The Way Democracy Shouldn’t Work
Too often, voters do not understand what they should be getting. Many Americans rely on public officials to explain the world to them. It’s sad that unprecedented access to information has so dumbfounded our society that we no longer have any idea where to go for it. If you have a credit card or a loan, how exactly did TARP affect you? You have no idea. The best you can do is absorb as many expert opinions as possible and pick one.
The vast majority of this country feels frustrated with the direction we’re headed, and the cause is that flows of information have gone from bottom-up mandates of the people to top-down explanations and action plans coming from self-serving agendas. In other words, apathy—comfort that the slimeball on TV is trustworthy—is what allows us to be fooled into things that serve only to calcify and enrich existing power structures. Most of the electorate today is so used to being duped, they don’t even mind that our two major parties have entirely different sets of “objective” facts. Such a system of government is not democracy. It is a plutocracy with the tacit permission of a clueless public.
I encourage everyone who is eligible to vote to do so. But if you are going to do it, know what you’re voting for. Vote for something that makes sense to you, something that aligns with your beliefs. Do not ask someone else who to vote for. This country does not need another careless voter convinced that his opinions have anything to do with him.
And I swear to God: anyone who lets a campaign ad sway them should have to reapply for citizenship.

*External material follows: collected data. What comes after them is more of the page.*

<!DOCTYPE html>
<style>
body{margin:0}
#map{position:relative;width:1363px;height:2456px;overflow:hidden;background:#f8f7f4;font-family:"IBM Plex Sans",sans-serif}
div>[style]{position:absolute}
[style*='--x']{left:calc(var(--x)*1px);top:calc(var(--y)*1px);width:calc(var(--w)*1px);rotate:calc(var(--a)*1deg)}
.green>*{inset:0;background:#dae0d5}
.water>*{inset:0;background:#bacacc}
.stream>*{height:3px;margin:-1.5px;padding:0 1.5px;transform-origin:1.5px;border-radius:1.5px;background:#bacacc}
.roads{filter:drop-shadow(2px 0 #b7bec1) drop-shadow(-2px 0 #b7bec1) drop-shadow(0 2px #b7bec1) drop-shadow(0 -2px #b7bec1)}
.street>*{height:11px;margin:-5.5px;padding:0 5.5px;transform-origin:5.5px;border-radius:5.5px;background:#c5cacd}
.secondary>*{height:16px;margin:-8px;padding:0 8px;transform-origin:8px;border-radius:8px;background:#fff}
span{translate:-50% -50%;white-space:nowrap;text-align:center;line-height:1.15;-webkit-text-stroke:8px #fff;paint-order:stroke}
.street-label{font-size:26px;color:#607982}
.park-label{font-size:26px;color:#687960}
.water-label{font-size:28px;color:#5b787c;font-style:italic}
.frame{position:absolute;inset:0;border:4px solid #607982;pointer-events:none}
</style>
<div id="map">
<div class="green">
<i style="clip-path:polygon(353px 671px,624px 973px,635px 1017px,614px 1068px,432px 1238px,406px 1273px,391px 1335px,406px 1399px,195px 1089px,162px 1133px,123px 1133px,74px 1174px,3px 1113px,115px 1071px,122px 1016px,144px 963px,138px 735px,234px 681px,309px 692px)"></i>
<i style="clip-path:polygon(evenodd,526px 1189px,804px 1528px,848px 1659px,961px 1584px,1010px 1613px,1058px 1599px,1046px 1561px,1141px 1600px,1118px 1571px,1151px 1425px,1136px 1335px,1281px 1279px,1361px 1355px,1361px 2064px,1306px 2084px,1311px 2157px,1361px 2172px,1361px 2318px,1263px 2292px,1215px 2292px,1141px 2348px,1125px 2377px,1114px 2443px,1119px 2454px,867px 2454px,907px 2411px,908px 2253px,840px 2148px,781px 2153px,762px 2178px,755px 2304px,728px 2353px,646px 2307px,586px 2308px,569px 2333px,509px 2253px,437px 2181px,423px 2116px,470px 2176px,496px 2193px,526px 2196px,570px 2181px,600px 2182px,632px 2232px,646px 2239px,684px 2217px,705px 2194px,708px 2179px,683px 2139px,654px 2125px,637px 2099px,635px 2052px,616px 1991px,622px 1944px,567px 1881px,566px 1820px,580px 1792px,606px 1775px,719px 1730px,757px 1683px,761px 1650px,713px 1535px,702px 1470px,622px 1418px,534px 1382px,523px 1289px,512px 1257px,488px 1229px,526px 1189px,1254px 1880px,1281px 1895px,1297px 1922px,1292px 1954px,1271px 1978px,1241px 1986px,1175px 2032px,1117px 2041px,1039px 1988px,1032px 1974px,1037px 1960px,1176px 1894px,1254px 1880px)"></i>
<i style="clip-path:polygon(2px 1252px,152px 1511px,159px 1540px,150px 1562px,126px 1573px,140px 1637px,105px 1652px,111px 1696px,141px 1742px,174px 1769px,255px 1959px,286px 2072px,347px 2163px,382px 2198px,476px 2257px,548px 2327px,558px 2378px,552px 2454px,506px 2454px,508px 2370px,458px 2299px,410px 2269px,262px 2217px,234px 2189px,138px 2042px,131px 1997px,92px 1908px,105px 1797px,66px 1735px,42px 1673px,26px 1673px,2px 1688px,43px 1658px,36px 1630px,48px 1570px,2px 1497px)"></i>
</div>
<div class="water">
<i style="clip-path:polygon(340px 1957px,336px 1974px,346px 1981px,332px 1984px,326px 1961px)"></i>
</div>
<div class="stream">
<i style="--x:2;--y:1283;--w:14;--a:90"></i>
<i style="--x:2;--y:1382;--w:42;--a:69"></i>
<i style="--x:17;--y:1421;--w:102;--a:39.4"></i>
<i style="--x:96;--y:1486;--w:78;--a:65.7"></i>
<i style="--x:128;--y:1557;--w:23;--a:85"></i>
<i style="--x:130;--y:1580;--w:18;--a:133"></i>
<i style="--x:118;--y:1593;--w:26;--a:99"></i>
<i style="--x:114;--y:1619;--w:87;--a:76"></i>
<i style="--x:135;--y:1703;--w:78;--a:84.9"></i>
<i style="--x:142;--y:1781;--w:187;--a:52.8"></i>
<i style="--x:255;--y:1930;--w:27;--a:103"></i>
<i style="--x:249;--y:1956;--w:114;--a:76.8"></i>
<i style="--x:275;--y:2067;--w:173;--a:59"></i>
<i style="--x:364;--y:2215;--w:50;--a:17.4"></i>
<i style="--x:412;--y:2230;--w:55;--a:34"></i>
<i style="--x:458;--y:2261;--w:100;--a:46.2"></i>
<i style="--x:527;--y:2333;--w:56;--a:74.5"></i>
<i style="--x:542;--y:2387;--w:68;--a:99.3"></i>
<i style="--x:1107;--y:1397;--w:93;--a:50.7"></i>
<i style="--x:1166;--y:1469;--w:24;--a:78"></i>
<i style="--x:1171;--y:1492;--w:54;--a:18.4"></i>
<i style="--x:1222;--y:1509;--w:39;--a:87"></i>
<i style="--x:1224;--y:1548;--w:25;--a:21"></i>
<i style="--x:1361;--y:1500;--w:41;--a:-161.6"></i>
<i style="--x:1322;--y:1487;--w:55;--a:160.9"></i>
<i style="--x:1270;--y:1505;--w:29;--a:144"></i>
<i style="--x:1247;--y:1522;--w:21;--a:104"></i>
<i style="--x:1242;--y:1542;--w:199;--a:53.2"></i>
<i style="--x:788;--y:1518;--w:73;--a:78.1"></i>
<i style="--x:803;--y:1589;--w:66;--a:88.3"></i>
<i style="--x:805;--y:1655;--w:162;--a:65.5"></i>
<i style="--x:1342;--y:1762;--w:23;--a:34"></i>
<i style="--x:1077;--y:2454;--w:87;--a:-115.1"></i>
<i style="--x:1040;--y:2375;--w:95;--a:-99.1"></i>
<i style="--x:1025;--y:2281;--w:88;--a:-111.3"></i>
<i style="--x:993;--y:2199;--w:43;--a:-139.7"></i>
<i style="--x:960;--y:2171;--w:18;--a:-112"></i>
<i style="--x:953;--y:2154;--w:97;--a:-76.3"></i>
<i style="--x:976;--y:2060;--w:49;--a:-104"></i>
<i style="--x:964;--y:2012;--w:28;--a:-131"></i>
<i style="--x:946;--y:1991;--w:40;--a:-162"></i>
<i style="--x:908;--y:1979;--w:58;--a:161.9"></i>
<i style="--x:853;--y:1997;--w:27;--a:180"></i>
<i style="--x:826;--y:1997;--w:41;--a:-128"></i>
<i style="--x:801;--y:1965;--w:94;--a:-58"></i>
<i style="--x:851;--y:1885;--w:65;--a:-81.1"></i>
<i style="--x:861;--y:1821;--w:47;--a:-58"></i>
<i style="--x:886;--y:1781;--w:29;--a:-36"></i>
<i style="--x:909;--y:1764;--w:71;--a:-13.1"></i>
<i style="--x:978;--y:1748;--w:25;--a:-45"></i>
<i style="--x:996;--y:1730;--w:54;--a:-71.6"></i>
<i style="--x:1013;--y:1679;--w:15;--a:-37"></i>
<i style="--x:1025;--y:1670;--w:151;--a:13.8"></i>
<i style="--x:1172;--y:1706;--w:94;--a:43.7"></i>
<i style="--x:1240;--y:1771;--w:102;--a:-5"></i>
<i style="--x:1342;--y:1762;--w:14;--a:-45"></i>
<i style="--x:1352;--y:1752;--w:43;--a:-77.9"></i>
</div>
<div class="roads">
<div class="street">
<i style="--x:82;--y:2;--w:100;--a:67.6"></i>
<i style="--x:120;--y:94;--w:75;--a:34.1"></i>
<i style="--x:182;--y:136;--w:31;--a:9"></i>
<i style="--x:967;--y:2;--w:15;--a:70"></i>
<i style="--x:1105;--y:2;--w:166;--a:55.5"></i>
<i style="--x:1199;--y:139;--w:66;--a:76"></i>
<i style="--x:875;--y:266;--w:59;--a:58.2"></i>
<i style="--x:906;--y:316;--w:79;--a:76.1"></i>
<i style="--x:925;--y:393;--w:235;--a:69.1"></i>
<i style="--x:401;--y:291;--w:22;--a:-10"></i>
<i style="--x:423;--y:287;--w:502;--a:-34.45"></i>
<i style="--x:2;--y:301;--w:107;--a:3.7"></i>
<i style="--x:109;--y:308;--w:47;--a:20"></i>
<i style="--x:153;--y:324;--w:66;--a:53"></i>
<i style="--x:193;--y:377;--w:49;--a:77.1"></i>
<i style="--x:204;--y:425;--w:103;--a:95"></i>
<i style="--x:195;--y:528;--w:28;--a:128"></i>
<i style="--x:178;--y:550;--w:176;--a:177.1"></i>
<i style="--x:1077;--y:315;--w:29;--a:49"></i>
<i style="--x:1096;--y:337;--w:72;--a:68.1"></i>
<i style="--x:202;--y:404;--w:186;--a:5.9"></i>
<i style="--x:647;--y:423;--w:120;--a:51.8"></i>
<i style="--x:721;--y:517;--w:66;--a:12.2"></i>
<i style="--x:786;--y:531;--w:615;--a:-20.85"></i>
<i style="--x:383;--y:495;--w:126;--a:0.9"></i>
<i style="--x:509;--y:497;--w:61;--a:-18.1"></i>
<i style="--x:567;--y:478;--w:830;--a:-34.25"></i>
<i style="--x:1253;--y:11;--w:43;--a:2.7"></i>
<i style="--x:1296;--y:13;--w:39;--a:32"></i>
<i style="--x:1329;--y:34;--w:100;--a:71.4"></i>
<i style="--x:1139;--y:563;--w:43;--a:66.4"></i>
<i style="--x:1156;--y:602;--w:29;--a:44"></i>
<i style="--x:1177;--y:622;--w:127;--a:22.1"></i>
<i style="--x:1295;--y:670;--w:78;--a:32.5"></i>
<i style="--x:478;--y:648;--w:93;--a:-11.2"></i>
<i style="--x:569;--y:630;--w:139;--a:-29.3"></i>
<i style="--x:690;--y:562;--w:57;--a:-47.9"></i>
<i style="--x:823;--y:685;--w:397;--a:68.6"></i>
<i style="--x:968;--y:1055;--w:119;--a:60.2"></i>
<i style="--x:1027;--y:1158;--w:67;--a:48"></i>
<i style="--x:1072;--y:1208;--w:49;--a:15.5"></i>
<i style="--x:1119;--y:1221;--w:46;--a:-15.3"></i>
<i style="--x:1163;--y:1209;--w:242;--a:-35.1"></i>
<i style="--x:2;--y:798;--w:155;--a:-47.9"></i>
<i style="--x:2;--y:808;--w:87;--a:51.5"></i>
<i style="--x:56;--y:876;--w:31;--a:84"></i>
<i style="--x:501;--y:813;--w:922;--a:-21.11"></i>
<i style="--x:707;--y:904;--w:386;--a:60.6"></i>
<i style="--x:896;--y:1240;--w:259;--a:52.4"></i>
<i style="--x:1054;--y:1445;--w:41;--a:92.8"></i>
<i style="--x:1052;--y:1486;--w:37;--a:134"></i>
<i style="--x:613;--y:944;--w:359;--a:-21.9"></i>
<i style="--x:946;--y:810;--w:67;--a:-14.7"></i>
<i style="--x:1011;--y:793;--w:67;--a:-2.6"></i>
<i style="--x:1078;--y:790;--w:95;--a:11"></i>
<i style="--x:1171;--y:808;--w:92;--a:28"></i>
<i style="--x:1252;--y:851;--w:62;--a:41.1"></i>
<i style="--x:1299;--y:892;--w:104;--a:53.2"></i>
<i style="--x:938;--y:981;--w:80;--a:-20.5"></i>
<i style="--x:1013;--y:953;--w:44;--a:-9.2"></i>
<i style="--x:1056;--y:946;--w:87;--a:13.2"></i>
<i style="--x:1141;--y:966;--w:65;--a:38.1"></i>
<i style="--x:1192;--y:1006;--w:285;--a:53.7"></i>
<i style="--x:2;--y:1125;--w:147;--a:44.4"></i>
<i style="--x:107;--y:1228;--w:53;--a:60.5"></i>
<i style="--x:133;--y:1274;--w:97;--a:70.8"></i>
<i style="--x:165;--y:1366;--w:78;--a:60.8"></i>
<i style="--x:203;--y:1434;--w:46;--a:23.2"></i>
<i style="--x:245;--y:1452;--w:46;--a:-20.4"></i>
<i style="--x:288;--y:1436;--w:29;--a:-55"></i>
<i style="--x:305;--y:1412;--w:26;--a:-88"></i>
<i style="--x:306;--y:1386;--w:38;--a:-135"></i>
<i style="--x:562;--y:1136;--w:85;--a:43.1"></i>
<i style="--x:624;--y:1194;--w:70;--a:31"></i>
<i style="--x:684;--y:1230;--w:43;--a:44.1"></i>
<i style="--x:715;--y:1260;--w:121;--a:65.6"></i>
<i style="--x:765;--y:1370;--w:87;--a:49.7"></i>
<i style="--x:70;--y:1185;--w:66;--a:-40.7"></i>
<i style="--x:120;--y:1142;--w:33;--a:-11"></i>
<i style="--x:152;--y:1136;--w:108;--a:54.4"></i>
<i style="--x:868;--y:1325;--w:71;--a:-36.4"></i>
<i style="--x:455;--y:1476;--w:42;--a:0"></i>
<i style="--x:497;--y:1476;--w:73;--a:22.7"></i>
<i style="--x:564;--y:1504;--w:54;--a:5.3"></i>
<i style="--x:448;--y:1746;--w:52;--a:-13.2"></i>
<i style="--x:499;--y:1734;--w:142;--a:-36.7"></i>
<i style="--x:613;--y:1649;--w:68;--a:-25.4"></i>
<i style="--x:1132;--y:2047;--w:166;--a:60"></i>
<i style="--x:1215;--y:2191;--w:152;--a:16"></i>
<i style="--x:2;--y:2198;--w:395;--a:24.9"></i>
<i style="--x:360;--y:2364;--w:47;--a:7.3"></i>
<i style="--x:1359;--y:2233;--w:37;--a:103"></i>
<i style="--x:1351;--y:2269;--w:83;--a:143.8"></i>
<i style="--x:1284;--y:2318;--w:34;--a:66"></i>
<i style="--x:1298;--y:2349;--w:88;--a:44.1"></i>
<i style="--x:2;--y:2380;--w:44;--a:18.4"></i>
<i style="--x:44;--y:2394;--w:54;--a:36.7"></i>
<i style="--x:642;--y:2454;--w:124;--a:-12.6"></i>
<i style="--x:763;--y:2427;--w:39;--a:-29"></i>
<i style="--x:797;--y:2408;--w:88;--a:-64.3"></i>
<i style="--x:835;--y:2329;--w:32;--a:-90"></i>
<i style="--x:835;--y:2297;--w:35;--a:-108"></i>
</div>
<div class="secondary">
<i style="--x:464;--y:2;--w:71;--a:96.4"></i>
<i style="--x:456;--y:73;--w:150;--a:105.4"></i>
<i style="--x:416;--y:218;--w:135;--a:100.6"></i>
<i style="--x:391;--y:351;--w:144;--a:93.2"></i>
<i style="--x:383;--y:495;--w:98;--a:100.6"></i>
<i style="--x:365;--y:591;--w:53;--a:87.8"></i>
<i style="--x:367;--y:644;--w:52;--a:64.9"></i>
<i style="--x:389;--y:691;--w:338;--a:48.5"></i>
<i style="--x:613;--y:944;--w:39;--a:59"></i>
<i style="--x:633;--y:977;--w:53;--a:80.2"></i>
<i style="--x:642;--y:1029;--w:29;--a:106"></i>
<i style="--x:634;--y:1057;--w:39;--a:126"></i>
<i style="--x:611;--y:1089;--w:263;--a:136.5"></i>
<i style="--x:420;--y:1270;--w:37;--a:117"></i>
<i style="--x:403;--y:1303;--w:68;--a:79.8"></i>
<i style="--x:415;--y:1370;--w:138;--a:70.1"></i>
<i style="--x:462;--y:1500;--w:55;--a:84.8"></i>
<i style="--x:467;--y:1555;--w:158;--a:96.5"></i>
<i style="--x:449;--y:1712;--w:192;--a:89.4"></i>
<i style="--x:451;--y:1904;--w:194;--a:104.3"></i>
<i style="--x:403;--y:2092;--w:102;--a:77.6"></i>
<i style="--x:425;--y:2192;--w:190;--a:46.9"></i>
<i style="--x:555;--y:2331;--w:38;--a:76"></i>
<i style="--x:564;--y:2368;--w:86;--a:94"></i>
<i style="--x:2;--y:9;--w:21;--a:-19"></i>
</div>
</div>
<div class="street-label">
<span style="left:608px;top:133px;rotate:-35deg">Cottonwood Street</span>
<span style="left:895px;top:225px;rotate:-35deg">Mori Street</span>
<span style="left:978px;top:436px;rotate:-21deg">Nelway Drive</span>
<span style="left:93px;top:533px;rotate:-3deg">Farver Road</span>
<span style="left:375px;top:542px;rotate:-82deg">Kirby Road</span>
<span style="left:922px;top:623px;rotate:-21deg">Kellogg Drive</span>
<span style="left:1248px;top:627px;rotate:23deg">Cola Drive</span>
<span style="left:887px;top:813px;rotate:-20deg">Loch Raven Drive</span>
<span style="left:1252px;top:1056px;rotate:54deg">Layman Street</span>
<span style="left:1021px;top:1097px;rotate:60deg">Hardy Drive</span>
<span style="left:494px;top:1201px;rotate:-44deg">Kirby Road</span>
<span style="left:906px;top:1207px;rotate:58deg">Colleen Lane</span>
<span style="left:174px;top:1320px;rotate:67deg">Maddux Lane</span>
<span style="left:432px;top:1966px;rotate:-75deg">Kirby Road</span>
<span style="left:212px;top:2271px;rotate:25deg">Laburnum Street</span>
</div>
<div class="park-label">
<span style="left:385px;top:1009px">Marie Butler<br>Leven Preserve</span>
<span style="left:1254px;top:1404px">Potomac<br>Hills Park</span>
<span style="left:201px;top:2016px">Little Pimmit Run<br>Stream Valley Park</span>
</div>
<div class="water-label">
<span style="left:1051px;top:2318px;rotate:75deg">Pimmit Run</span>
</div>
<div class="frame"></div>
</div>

The Way Democracy Never Works
Not voting represents a citizenry slowly abdicating control of their country. It aids those who appropriate our government for their own gain. It vitalizes the forces responsible for the disenchantment that has come to replace civic pride—and that keeps non-voters at home.
The American government is the most preponderant entity the world has ever seen, and those who can wield it profit obscenely. The discourse that Washington encourages serves mostly to distract and disenfranchise the average American so as to prevent them from feeling they have a stake in this country. The fewer people vote, the smaller of a hurdle public opinion becomes, and the easier it is to clear it with a plunderous agenda. The partisans who are tearing this country apart know that their virulent bases will turn out for them. But if the moderates who don’t align themselves with that triviality stay at home, they fail to place reason in government and even more people lose their voice from the American plurality. Those who surrender their right to vote out of disgust directly worsen the problem by empowering the reasons they were disgusted in the first place.
The only way to extract good governance from elected officials is to demand it of them. On Tuesday, you will have the chance to do that.
Your bong will be there when you get back.